[[ DATA TO PROCESS, beginning ]]

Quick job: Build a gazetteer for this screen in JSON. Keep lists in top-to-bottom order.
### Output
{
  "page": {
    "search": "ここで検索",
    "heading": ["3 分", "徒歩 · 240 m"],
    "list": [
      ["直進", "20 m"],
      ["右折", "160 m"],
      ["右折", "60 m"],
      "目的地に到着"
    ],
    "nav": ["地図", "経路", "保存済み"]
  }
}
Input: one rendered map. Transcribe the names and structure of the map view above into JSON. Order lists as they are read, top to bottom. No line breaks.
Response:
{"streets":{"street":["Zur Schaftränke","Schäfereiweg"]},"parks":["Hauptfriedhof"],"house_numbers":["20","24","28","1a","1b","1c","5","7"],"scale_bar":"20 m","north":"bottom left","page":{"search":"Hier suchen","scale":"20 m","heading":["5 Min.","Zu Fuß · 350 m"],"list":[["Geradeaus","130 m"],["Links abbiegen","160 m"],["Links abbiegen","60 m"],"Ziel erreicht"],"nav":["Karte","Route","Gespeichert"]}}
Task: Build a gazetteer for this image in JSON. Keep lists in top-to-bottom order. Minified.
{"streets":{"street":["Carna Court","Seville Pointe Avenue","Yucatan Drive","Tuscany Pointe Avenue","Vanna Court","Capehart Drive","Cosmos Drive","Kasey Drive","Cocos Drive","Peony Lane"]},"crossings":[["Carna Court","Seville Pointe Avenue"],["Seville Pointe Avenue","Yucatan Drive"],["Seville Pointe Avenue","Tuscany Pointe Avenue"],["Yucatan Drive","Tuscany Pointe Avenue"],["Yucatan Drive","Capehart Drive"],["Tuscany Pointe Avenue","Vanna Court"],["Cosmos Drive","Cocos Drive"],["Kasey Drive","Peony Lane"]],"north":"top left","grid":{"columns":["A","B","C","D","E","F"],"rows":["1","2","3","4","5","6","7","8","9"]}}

[[ DATA TO PROCESS, end ]]

TASK DETAILS: Exactly reproduce every line of the data above.

THE ANSWER:
Quick job: Build a gazetteer for this screen in JSON. Keep lists in top-to-bottom order.
### Output
{
  "page": {
    "search": "ここで検索",
    "heading": ["3 分", "徒歩 · 240 m"],
    "list": [
      ["直進", "20 m"],
      ["右折", "160 m"],
      ["右折", "60 m"],
      "目的地に到着"
    ],
    "nav": ["地図", "経路", "保存済み"]
  }
}
Input: one rendered map. Transcribe the names and structure of the map view above into JSON. Order lists as they are read, top to bottom. No line breaks.
Response:
{"streets":{"street":["Zur Schaftränke","Schäfereiweg"]},"parks":["Hauptfriedhof"],"house_numbers":["20","24","28","1a","1b","1c","5","7"],"scale_bar":"20 m","north":"bottom left","page":{"search":"Hier suchen","scale":"20 m","heading":["5 Min.","Zu Fuß · 350 m"],"list":[["Geradeaus","130 m"],["Links abbiegen","160 m"],["Links abbiegen","60 m"],"Ziel erreicht"],"nav":["Karte","Route","Gespeichert"]}}
Task: Build a gazetteer for this image in JSON. Keep lists in top-to-bottom order. Minified.
{"streets":{"street":["Carna Court","Seville Pointe Avenue","Yucatan Drive","Tuscany Pointe Avenue","Vanna Court","Capehart Drive","Cosmos Drive","Kasey Drive","Cocos Drive","Peony Lane"]},"crossings":[["Carna Court","Seville Pointe Avenue"],["Seville Pointe Avenue","Yucatan Drive"],["Seville Pointe Avenue","Tuscany Pointe Avenue"],["Yucatan Drive","Tuscany Pointe Avenue"],["Yucatan Drive","Capehart Drive"],["Tuscany Pointe Avenue","Vanna Court"],["Cosmos Drive","Cocos Drive"],["Kasey Drive","Peony Lane"]],"north":"top left","grid":{"columns":["A","B","C","D","E","F"],"rows":["1","2","3","4","5","6","7","8","9"]}}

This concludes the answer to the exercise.